A Administração do Porto de Aveiro mantém a intenção de recuperar todo o edificado do Forte da Barra. Que planos têm para toda esta zona?
Além da nova unidade hoteleira [o antigo forte da Barra foi a primeira fortificação portuguesa a ser concessionada pelo programa Revive para fins turísticos], também a Administração do Porto de Aveiro vai proceder a obras e arranjos urbanísticos na zona envolvente ao forte velho e à capela de Nossa Senhora dos Navegantes.

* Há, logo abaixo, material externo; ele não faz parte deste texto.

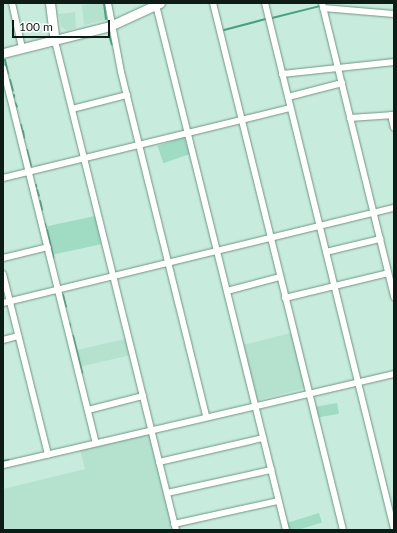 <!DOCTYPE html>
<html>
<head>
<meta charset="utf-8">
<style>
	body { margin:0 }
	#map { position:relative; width:397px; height:533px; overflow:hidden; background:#c7ecdd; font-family:Lato,sans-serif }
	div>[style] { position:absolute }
	.built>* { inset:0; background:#b5e2cf; transform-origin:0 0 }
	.green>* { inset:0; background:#a0dbc3; transform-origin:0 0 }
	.stream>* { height:2px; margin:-1px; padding:0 1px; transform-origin:1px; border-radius:1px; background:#489f81 }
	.roads { filter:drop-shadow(0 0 1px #719485) drop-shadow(0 0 1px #719485) }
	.street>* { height:6px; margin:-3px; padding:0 3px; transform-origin:3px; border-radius:3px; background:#fff }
	.secondary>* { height:9px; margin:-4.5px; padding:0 4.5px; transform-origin:4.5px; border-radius:4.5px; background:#fff }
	span { translate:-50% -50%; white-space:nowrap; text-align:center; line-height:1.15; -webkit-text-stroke:4px #fff; paint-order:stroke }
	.frame { position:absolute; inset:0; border:4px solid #0e1c17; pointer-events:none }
	.scale { position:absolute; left:12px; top:20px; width:98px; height:18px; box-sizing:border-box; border:2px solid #0e1c17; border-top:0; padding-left:5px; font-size:12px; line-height:14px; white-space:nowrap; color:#0e1c17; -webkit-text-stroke:3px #fff; paint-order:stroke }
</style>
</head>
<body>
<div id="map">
	<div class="built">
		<div style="clip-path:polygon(103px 3px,105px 20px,84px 25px,82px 5px)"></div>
		<div style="clip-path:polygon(75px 12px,76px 28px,66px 30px,61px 27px,59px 14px)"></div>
		<div style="left:291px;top:333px;width:57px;height:49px;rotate:76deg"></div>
		<div style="left:125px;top:339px;width:17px;height:49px;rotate:77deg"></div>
		<div style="clip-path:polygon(146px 434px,149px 435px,173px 530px,3px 530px,3px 489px,85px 469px,80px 450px)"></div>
	</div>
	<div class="green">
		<div style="left:184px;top:137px;width:18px;height:28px;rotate:71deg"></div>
		<div style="left:95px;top:216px;width:29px;height:49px;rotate:78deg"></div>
		<div style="left:337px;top:403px;width:11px;height:23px;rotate:80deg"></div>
		<div style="left:319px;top:513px;width:10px;height:34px;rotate:73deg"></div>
	</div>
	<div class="stream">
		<div style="left:104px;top:3px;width:16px;rotate:83deg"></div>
		<div style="left:272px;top:18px;width:49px;rotate:-14deg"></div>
		<div style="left:224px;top:30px;width:43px;rotate:-14.7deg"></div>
		<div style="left:109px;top:35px;width:10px;rotate:73deg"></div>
		<div style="left:5px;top:60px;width:14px;rotate:78deg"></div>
		<div style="left:10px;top:80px;width:11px;rotate:75deg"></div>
		<div style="left:14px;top:95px;width:2px;rotate:90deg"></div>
		<div style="left:15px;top:103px;width:4px;rotate:63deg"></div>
		<div style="left:21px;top:125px;width:5px;rotate:79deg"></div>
		<div style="left:23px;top:131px;width:7px;rotate:82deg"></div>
		<div style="left:27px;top:150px;width:16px;rotate:76deg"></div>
		<div style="left:36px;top:185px;width:2px;rotate:90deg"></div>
		<div style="left:37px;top:190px;width:6px;rotate:72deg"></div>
		<div style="left:40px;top:201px;width:9px;rotate:77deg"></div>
		<div style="left:45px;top:224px;width:4px;rotate:76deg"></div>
		<div style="left:47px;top:230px;width:28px;rotate:77deg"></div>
		<div style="left:63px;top:295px;width:12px;rotate:76deg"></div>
		<div style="left:70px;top:324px;width:2px;rotate:90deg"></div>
		<div style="left:73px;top:336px;width:38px;rotate:76deg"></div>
		<div style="left:3px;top:461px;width:6px;rotate:-9deg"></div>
	</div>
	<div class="roads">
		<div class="street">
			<div style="left:12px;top:3px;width:46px;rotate:77.5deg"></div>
			<div style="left:108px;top:3px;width:70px;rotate:79.3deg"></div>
			<div style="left:121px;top:72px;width:354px;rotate:76.1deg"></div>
			<div style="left:213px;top:3px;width:543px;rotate:76.14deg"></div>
			<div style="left:265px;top:3px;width:542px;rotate:76.22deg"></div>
			<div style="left:322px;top:3px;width:303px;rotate:76.2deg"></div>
			<div style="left:156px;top:5px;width:541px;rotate:76.09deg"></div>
			<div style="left:323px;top:8px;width:71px;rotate:4.8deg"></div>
			<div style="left:55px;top:41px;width:504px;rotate:76.1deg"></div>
			<div style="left:3px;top:68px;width:386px;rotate:76.1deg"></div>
			<div style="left:282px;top:74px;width:113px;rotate:-6.1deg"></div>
			<div style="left:288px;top:97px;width:56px;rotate:-14.5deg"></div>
			<div style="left:72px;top:109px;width:57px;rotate:-14.3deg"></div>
			<div style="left:391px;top:115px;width:13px;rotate:77deg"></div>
			<div style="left:350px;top:118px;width:44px;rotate:-3.9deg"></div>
			<div style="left:3px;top:178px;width:295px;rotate:-13.7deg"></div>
			<div style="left:326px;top:252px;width:56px;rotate:-13.5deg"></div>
			<div style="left:3px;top:258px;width:46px;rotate:-13.7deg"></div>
			<div style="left:3px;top:274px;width:186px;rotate:76deg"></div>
			<div style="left:227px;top:291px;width:55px;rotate:-14.8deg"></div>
			<div style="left:285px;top:298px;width:106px;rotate:-13.6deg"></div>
			<div style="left:3px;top:303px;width:402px;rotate:-13.7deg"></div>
			<div style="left:3px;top:340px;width:16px;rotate:-15deg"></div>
			<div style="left:88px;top:410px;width:57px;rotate:-14.3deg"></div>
			<div style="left:159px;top:462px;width:107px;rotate:-13deg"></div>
			<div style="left:3px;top:465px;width:401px;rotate:-13.1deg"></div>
			<div style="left:167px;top:493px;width:107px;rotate:-12.5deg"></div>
			<div style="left:174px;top:524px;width:107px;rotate:-12.5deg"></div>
		</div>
		<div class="secondary">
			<div style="left:50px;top:3px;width:38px;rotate:83deg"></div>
			<div style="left:3px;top:53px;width:110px;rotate:-14.2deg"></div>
			<div style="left:110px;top:26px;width:55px;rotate:-24.7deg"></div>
		</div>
	</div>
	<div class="frame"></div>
	<div class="scale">100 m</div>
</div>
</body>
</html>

A antiga sede da JABRA e os armazéns vão ser requalificados, adquirindo novas funcionalidades com a criação de um auditório e de um pequeno núcleo museológico, aberto ao público, que vai ajudar a contar a história do porto e da Ria de Aveiro. É fundamental conhecer a história para trabalhar o futuro. Neste momento, boa parte da memória histórica do porto de Aveiro está guardada no Museu Marítimo de Ílhavo e no CIEMar.
Passando para o lado do Instituto de Socorros a Náufragos, toda a área vai ser limpa e vai ser criado uma espécie de ‘clube do porto’ onde haverá um ginásio e um espaço de apoio aos trabalhadores, eventualmente, criados em parceria com o novo hotel. Este edifício (do clube) ficará encostado ao futuro espaço para os Pilotos. Neste momento, as lanchas dos Pilotos estão junto à ponte, mas a ideia é passá-las mais para perto da barra, o que permitirá diminuir distâncias, otimizar tempos de resposta, consumir menos combustível e garantir menos emissões de gases poluentes. A ideia é construir um pequeno edifício, devidamente enquadrado, que também deverá acolher parte do arquivo.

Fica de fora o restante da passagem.